#### Your task
Give a verbatim copy of the data, leaving the pictures out.

Source data
━━━━━━━━━━━━━━━━━━━━

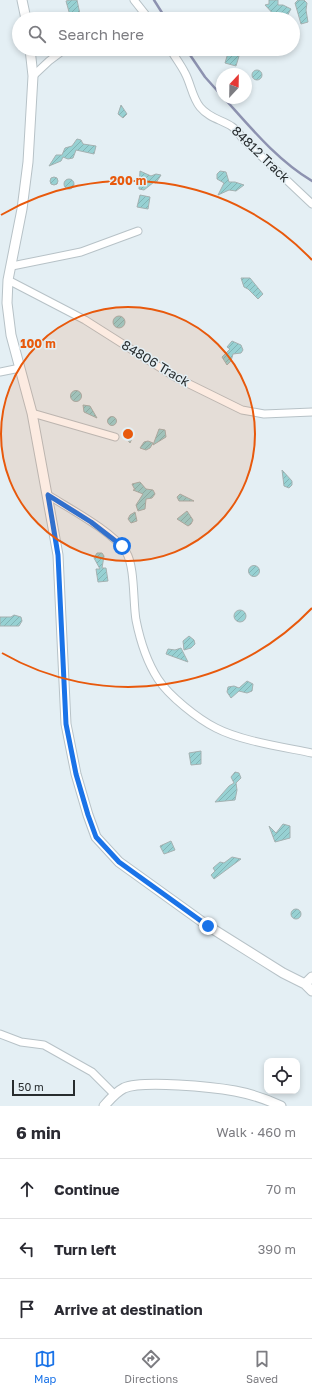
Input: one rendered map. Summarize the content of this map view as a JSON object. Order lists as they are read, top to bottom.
{
  "streets": {
    "street": ["84812 Track", "84806 Track"]
  },
  "scale_bar": "50 m",
  "north": "top",
  "page": {
    "search": "Search here",
    "scale": "50 m",
    "heading": ["6 min", "Walk · 460 m"],
    "list": [
      ["Continue", "70 m"],
      ["Turn left", "390 m"],
      "Arrive at destination"
    ],
    "nav": ["Map", "Directions", "Saved"]
  },
  "rings": ["200 m", "100 m"]
}
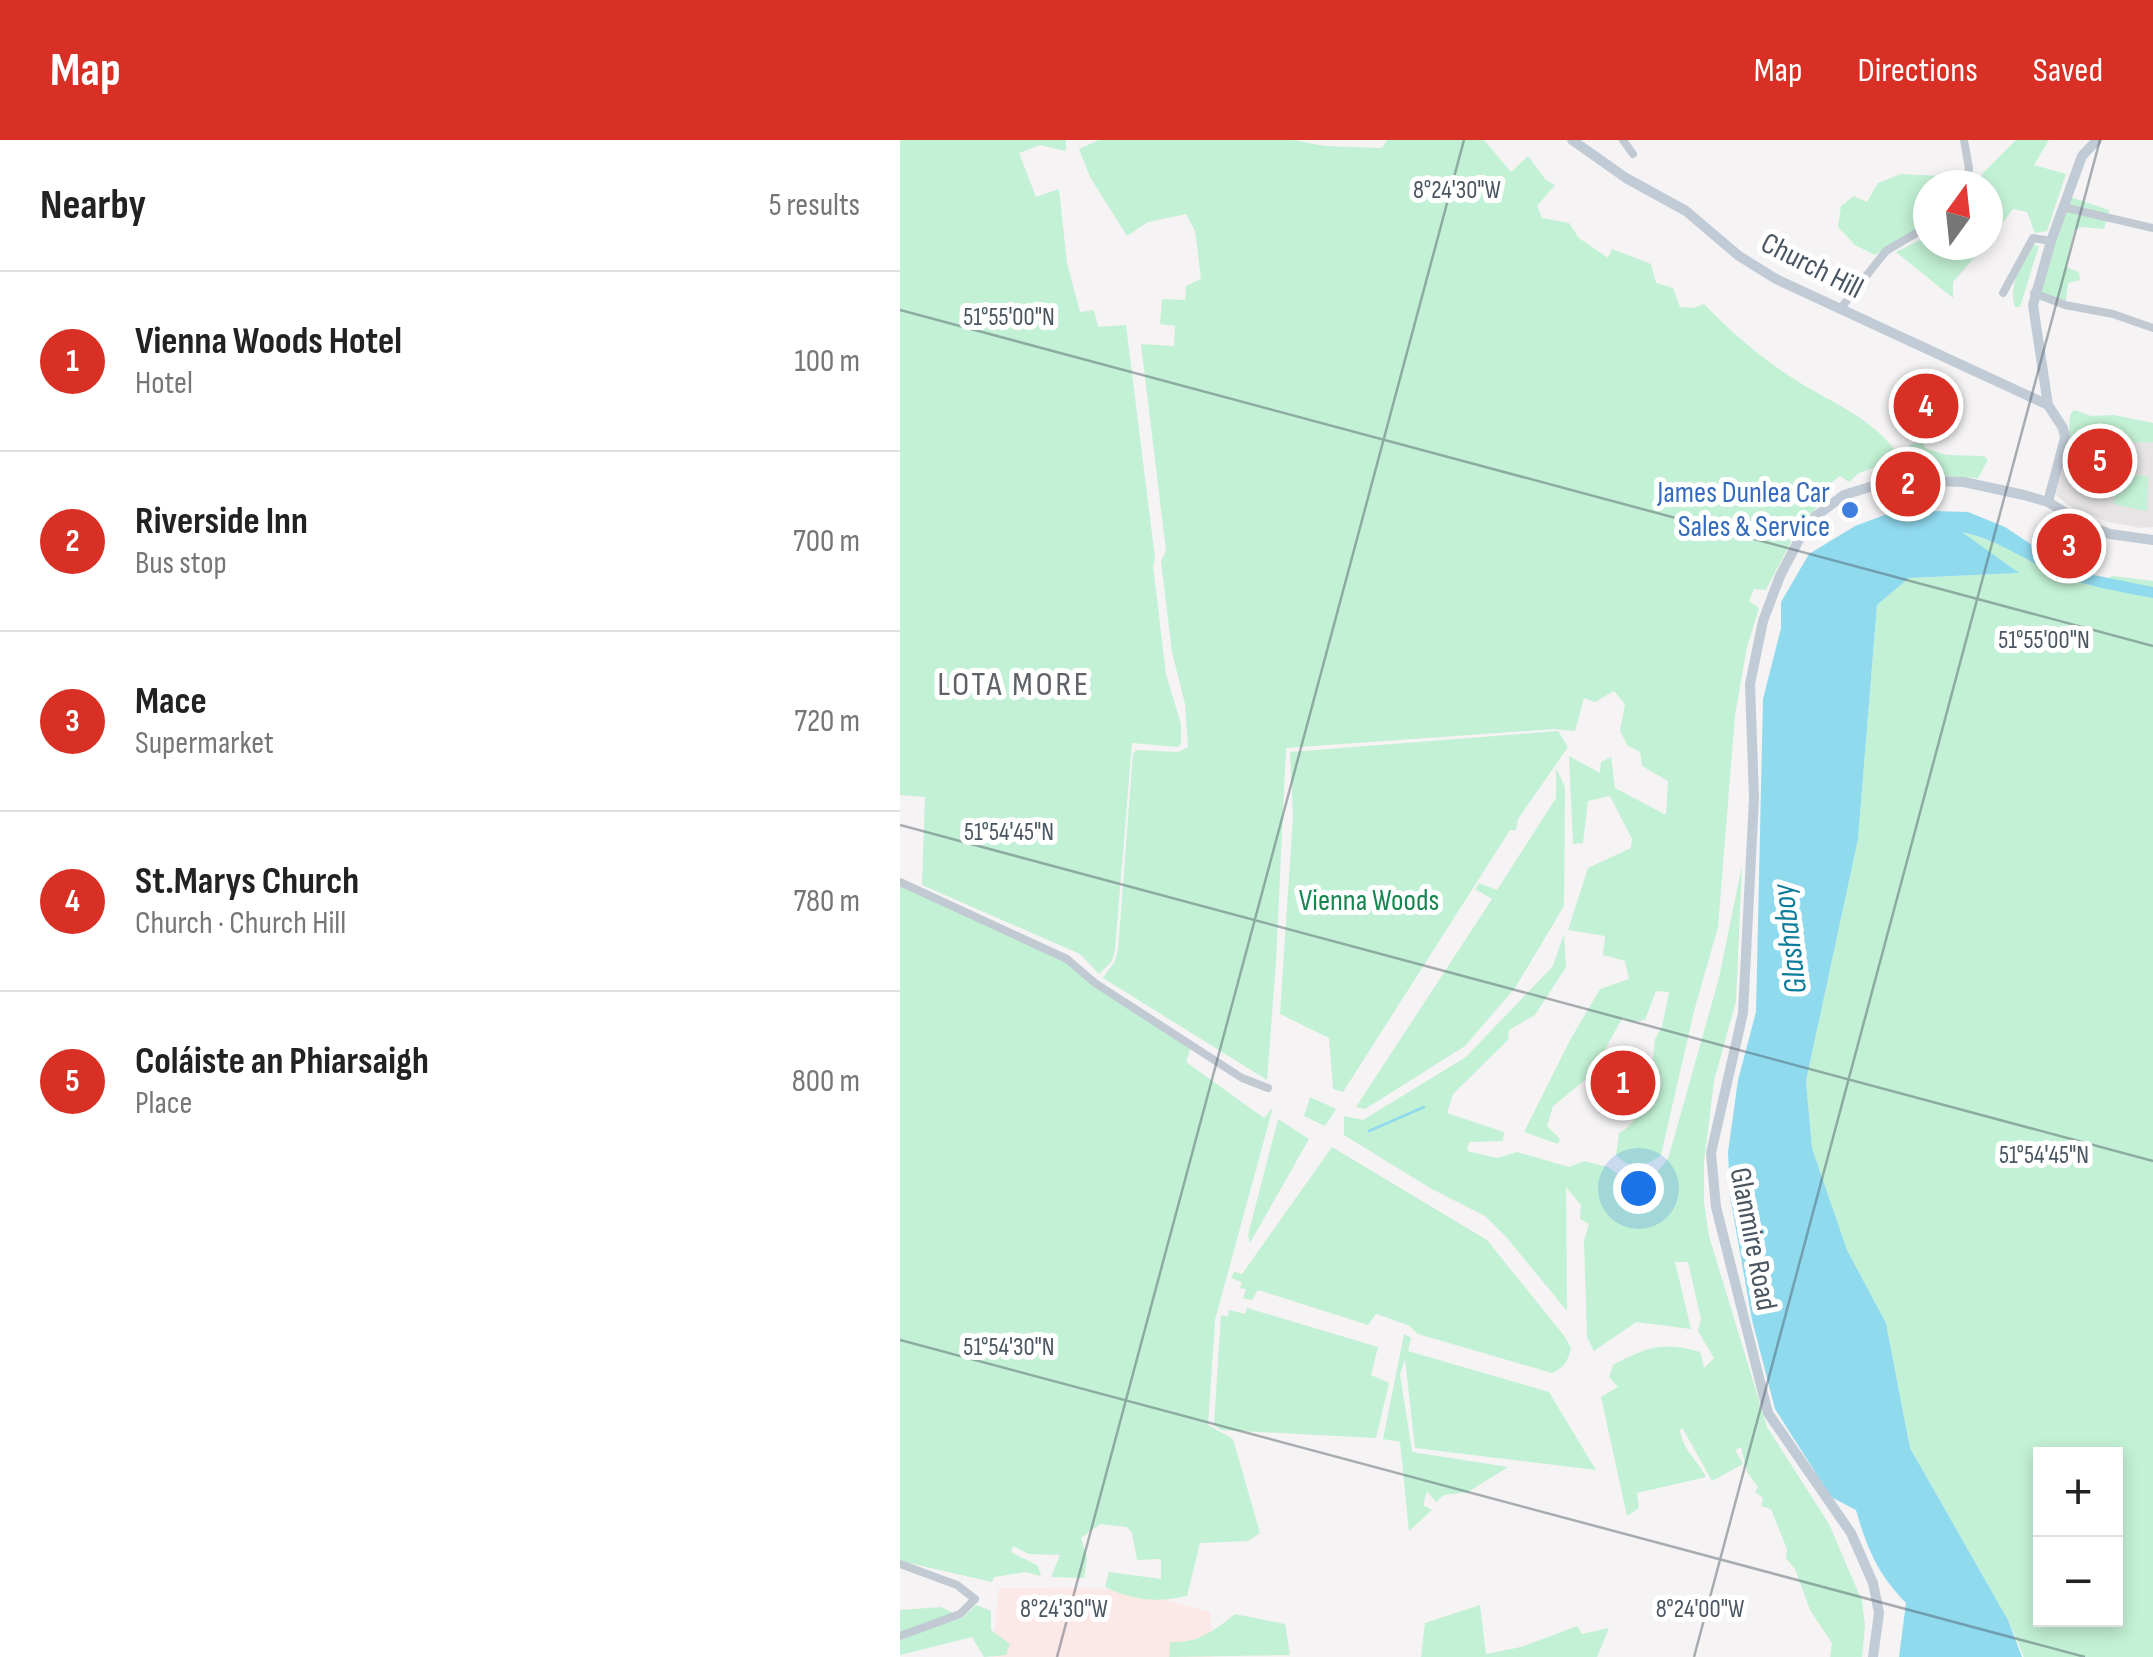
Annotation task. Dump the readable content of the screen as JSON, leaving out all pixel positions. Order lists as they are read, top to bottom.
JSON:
{
  "streets": {
    "main road": ["Church Hill", "Glanmire Road"]
  },
  "districts": ["LOTA MORE"],
  "water": ["Glashaboy"],
  "parks": ["Vienna Woods"],
  "places": ["James Dunlea Car Sales & Service"],
  "north": "top",
  "page": {
    "header": "Map",
    "nav": ["Map", "Directions", "Saved"],
    "heading": ["Nearby", "5 results"],
    "list": [
      {
        "mark": "1",
        "name": "Vienna Woods Hotel",
        "note": "Hotel",
        "value": "100 m"
      },
      {
        "mark": "2",
        "name": "Riverside Inn",
        "note": "Bus stop",
        "value": "700 m"
      },
      {
        "mark": "3",
        "name": "Mace",
        "note": "Supermarket",
        "value": "720 m"
      },
      {
        "mark": "4",
        "name": "St.Marys Church",
        "note": "Church · Church Hill",
        "value": "780 m"
      },
      {
        "mark": "5",
        "name": "Coláiste an Phiarsaigh",
        "note": "Place",
        "value": "800 m"
      }
    ],
    "pins": [
      "4",
      "5",
      "2",
      "3",
      "1"
    ],
    "map_buttons": ["+", "−"]
  },
  "coordinates": [
    "8°24'30\"W",
    "51°55'00\"N",
    "51°54'45\"N",
    "51°54'30\"N",
    "8°24'00\"W"
  ]
}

━━━━━━━━━━━━━━━━━━━━

#### Answer section
Input: one rendered map. Summarize the content of this map view as a JSON object. Order lists as they are read, top to bottom.
{
  "streets": {
    "street": ["84812 Track", "84806 Track"]
  },
  "scale_bar": "50 m",
  "north": "top",
  "page": {
    "search": "Search here",
    "scale": "50 m",
    "heading": ["6 min", "Walk · 460 m"],
    "list": [
      ["Continue", "70 m"],
      ["Turn left", "390 m"],
      "Arrive at destination"
    ],
    "nav": ["Map", "Directions", "Saved"]
  },
  "rings": ["200 m", "100 m"]
}
Annotation task. Dump the readable content of the screen as JSON, leaving out all pixel positions. Order lists as they are read, top to bottom.
JSON:
{
  "streets": {
    "main road": ["Church Hill", "Glanmire Road"]
  },
  "districts": ["LOTA MORE"],
  "water": ["Glashaboy"],
  "parks": ["Vienna Woods"],
  "places": ["James Dunlea Car Sales & Service"],
  "north": "top",
  "page": {
    "header": "Map",
    "nav": ["Map", "Directions", "Saved"],
    "heading": ["Nearby", "5 results"],
    "list": [
      {
        "mark": "1",
        "name": "Vienna Woods Hotel",
        "note": "Hotel",
        "value": "100 m"
      },
      {
        "mark": "2",
        "name": "Riverside Inn",
        "note": "Bus stop",
        "value": "700 m"
      },
      {
        "mark": "3",
        "name": "Mace",
        "note": "Supermarket",
        "value": "720 m"
      },
      {
        "mark": "4",
        "name": "St.Marys Church",
        "note": "Church · Church Hill",
        "value": "780 m"
      },
      {
        "mark": "5",
        "name": "Coláiste an Phiarsaigh",
        "note": "Place",
        "value": "800 m"
      }
    ],
    "pins": [
      "4",
      "5",
      "2",
      "3",
      "1"
    ],
    "map_buttons": ["+", "−"]
  },
  "coordinates": [
    "8°24'30\"W",
    "51°55'00\"N",
    "51°54'45\"N",
    "51°54'30\"N",
    "8°24'00\"W"
  ]
}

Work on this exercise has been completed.